- Directed by: Les Rose
- Written by: Richard Gabourie
- Produced by: Rob Iveson Richard Gabourie
- Starring: Richard Gabourie Chris Langevin Lynne Cavanagh
- Cinematography: Henri Fiks
- Edited by: Ron Wisman
- Music by: Paul Zaza
- Production company: Regenthall Films
- Distributed by: Ambassador Film Distributors
- Release date: 1978;
- Running time: 93 min.
- Country: Canada
- Language: English
- Budget: $250,000

= Three Card Monte (film) =

Three Card Monte is a 1978 Canadian crime drama film directed by Les Rose and starring Richard Gabourie as Busher, a small-time con man who meets and becomes a father figure to a runaway kid named Toby (Chris Langevin).

The film was written by Gabourie. It premiered at the 1978 Festival of Festivals.

At the 29th Canadian Film Awards in 1978, the film garnered 11 nominations, including Best Feature Film, Best Director (Rose), Best Actor (Gabourie) and Best Supporting Actress (Lynne Cavanagh).
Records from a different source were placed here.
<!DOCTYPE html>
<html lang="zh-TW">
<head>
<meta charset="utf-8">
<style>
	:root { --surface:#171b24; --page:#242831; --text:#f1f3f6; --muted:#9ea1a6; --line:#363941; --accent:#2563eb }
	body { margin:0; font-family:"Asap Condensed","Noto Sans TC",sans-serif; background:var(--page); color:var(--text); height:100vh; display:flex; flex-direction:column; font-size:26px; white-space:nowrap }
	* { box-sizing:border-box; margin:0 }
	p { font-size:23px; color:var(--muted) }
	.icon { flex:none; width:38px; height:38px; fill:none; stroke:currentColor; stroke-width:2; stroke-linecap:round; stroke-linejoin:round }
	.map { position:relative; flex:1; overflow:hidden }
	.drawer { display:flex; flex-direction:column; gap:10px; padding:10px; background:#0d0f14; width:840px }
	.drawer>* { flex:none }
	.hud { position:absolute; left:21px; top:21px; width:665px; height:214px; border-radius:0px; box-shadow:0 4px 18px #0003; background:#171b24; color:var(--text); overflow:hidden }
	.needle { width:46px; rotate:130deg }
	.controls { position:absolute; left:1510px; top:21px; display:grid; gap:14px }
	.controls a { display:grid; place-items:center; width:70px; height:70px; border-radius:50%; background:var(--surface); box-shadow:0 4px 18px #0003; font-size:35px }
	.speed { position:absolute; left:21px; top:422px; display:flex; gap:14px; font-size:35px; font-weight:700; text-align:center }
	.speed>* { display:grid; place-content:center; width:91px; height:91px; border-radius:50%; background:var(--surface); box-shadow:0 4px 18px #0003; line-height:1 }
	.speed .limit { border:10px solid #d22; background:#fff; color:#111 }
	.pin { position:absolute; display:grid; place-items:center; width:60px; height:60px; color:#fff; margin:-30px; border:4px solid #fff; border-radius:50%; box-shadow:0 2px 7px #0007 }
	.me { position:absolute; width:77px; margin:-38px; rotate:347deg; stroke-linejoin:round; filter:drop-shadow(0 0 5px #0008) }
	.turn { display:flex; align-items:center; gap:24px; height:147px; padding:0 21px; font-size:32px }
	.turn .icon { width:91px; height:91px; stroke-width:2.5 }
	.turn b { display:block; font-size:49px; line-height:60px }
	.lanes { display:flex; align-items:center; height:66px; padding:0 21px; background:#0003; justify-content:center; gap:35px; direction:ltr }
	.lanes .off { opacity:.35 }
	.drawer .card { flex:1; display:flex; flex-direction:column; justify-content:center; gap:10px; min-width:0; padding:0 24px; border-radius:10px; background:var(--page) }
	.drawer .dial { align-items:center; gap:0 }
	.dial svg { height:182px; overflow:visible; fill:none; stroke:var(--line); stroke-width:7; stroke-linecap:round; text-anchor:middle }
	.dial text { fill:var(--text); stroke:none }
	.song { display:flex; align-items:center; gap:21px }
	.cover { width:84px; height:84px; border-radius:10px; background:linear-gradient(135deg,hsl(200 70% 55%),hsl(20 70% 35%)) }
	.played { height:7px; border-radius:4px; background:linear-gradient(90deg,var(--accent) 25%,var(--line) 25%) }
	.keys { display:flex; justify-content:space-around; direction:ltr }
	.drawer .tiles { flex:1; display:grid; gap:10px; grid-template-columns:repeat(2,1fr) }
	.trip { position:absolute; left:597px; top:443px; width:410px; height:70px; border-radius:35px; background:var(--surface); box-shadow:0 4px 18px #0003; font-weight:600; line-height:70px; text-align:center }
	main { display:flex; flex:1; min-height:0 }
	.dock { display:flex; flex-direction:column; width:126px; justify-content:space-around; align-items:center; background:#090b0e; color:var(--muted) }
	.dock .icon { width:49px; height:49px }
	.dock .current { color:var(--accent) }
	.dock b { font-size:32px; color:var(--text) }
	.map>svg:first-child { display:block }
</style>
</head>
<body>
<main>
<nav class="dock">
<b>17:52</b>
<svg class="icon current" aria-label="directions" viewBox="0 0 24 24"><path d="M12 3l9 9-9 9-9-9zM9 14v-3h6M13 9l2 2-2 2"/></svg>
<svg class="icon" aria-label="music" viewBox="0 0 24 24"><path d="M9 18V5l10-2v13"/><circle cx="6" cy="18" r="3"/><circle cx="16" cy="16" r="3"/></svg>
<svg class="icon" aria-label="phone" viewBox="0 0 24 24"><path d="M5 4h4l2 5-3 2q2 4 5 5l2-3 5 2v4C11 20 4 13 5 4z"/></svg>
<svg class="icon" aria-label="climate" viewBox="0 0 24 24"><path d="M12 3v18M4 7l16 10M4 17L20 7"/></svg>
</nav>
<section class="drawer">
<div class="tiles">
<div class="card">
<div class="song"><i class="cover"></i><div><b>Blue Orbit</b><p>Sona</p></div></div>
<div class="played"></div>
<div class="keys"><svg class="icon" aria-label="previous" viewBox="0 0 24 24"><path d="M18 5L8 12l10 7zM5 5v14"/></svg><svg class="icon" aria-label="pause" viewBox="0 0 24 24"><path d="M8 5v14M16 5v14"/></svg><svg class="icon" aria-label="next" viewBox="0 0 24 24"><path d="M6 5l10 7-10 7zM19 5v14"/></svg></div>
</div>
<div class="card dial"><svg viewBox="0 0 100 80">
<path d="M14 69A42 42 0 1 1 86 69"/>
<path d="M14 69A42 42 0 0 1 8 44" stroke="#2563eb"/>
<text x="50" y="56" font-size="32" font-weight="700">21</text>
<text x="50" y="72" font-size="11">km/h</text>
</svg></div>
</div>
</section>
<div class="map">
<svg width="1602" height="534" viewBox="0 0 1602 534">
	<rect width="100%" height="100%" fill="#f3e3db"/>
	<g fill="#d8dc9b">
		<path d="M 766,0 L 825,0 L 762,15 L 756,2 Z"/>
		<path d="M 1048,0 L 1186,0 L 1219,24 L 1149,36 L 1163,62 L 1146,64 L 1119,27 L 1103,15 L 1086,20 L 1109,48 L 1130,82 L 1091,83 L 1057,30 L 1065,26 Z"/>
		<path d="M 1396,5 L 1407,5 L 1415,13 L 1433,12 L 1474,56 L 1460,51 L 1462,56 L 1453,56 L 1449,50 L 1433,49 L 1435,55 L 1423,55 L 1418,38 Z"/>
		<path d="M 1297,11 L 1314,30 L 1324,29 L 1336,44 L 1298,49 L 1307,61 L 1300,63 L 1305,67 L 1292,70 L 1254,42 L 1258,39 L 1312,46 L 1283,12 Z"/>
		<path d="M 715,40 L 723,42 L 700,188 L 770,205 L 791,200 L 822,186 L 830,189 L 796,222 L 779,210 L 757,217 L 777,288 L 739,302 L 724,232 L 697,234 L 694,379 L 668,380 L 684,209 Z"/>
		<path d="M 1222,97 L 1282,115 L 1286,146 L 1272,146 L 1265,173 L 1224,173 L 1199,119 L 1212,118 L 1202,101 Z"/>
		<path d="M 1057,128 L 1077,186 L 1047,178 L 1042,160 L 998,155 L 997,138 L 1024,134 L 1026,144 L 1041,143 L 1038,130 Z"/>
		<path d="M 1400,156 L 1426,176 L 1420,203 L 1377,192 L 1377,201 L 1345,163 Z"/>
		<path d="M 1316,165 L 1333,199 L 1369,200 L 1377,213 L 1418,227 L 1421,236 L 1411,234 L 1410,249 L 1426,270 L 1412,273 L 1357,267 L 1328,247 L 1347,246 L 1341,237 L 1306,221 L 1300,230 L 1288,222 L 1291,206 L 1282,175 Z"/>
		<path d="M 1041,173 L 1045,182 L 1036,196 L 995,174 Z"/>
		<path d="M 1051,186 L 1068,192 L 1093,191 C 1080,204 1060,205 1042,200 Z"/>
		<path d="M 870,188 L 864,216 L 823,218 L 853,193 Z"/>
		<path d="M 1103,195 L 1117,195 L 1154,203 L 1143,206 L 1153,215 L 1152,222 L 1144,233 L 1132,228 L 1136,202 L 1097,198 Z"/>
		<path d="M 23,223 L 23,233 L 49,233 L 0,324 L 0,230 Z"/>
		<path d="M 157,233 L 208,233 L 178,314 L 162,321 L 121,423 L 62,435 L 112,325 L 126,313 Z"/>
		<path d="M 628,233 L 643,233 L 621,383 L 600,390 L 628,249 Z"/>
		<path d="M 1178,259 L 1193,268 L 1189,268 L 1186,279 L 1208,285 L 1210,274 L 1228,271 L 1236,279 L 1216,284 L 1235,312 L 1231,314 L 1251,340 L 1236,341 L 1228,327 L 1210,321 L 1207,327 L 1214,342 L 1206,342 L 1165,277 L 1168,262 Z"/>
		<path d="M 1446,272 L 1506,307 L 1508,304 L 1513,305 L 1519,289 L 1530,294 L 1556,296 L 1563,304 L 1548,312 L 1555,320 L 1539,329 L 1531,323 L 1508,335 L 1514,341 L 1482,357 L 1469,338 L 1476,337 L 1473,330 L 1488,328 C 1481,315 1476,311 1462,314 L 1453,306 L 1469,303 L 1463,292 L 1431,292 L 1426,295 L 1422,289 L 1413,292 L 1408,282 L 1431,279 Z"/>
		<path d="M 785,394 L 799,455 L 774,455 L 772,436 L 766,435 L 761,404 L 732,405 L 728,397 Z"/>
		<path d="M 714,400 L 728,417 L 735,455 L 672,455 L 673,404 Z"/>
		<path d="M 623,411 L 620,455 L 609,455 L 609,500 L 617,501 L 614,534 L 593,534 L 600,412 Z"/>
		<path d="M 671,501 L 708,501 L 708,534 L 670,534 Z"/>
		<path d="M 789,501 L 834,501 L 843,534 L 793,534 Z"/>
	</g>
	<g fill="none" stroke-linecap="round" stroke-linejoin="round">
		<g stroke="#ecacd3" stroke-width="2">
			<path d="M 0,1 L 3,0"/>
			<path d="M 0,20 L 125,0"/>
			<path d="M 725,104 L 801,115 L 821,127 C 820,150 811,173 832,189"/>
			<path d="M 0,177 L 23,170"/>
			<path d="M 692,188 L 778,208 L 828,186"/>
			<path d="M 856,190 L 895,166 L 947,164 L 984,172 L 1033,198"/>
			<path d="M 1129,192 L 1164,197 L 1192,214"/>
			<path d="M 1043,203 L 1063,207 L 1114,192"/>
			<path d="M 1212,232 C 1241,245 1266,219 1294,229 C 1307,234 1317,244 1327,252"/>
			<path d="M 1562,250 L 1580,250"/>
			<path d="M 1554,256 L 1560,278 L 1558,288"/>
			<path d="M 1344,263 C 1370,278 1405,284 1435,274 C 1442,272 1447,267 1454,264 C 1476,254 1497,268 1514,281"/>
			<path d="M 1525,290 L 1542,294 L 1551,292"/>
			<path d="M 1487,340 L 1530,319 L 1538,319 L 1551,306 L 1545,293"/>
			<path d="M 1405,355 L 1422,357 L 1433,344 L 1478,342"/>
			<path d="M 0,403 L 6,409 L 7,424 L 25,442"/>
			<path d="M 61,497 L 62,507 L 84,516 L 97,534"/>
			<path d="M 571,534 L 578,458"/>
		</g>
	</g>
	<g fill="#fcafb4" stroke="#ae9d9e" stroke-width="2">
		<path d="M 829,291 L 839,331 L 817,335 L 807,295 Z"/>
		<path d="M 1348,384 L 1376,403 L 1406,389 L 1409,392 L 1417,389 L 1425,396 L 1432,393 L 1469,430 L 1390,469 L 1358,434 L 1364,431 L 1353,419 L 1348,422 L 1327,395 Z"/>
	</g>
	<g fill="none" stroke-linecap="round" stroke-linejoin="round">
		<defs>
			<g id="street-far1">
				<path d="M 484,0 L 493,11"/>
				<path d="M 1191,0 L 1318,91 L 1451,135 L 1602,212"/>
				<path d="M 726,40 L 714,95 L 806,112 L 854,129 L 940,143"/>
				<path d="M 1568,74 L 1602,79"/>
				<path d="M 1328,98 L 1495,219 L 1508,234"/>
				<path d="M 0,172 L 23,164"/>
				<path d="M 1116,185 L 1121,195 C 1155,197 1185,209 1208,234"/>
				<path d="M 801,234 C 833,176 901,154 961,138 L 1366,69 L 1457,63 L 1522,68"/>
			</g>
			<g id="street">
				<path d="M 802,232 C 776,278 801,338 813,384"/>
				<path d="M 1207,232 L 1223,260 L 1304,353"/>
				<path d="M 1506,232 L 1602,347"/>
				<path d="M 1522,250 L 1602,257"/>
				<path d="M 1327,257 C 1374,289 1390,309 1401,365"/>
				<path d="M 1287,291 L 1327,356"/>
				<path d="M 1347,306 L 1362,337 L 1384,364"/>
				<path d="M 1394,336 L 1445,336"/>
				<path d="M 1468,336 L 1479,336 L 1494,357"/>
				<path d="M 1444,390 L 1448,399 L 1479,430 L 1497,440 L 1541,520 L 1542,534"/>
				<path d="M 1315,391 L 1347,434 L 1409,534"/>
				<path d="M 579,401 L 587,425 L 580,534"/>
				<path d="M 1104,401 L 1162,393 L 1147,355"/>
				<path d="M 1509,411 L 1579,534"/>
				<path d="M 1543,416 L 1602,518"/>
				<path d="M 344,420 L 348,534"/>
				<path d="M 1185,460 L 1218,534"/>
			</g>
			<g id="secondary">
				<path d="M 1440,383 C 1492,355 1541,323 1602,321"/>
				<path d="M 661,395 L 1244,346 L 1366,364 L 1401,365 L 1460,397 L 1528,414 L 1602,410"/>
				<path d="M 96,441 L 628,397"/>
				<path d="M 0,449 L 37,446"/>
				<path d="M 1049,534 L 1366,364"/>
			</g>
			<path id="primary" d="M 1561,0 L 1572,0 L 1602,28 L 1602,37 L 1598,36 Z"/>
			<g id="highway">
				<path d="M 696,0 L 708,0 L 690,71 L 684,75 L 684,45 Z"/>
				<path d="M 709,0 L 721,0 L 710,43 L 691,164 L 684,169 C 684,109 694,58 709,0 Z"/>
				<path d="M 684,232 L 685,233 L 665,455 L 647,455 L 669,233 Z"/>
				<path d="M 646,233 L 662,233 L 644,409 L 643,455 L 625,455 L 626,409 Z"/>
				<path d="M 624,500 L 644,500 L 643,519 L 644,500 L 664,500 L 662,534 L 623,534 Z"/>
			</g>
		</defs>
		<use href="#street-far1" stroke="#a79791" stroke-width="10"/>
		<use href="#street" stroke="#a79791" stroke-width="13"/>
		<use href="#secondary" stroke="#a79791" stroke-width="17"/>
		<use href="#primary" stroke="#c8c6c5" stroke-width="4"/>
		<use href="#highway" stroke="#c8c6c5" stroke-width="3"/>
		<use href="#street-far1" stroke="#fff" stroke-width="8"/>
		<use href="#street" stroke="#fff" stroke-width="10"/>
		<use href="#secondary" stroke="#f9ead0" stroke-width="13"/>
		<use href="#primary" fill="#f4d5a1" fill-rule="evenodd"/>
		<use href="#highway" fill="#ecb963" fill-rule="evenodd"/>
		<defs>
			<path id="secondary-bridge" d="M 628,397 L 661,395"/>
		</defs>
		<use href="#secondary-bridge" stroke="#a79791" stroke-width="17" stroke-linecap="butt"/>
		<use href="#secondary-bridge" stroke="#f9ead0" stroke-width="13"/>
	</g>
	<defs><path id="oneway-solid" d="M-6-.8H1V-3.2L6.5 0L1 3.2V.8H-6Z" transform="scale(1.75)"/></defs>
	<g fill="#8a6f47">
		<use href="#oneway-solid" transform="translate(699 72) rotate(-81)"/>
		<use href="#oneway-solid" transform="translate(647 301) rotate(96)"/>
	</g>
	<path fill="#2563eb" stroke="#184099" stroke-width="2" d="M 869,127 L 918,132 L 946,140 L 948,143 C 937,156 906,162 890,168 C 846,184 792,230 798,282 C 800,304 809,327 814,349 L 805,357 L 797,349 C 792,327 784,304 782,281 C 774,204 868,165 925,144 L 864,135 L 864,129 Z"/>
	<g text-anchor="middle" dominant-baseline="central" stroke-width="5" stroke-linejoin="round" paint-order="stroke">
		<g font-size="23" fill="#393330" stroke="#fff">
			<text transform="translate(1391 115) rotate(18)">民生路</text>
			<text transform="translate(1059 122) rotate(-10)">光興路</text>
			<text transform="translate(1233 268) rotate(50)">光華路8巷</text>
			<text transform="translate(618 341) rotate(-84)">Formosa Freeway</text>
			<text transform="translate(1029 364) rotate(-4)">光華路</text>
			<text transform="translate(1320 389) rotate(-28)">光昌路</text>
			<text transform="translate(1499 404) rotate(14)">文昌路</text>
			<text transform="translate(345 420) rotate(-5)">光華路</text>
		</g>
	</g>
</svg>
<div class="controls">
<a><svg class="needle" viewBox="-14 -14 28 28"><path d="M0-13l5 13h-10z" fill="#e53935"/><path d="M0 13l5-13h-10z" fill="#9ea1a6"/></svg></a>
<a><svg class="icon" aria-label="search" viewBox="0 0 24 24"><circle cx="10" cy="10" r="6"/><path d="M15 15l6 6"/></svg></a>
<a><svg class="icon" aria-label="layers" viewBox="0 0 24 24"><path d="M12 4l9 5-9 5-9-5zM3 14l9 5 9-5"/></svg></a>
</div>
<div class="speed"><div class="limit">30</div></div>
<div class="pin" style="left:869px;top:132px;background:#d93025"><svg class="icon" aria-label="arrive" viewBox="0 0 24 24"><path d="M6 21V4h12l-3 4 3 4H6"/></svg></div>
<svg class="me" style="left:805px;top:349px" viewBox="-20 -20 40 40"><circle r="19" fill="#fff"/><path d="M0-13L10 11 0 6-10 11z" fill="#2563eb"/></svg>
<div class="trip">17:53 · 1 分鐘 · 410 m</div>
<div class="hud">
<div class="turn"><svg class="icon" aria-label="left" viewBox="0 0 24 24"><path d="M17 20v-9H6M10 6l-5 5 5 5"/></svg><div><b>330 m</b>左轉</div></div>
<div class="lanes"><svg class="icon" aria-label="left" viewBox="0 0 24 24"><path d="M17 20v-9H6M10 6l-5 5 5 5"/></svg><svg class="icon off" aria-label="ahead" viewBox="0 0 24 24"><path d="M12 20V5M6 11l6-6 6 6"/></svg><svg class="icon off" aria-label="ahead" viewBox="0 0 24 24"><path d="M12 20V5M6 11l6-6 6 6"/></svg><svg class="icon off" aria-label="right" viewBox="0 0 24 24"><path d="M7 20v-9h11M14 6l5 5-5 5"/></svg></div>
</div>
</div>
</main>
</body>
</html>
Gabourie won the award for Best Actor, as well as the Wendy Michener Award in honour of his all-around achievement as a virtual unknown who successfully wrote, coproduced and starred in his own debut film.

The film was dismissed by The Globe and Mail film critic Jay Scott as being "in the respected tradition of naturalistic, manic-depressive Canadian cinema", and as "less valuable for what it is than for what it indicates that the people involved with it might be able to do under other, more agreeable circumstances." Other critics were more charitable, with both Bruce Kirkland of the Toronto Star and Ian Haysom of the Ottawa Journal calling it a good but not perfect film.

Rose and Gabourie subsequently collaborated on the 1979 film Title Shot, which was more poorly received than Three Card Monte.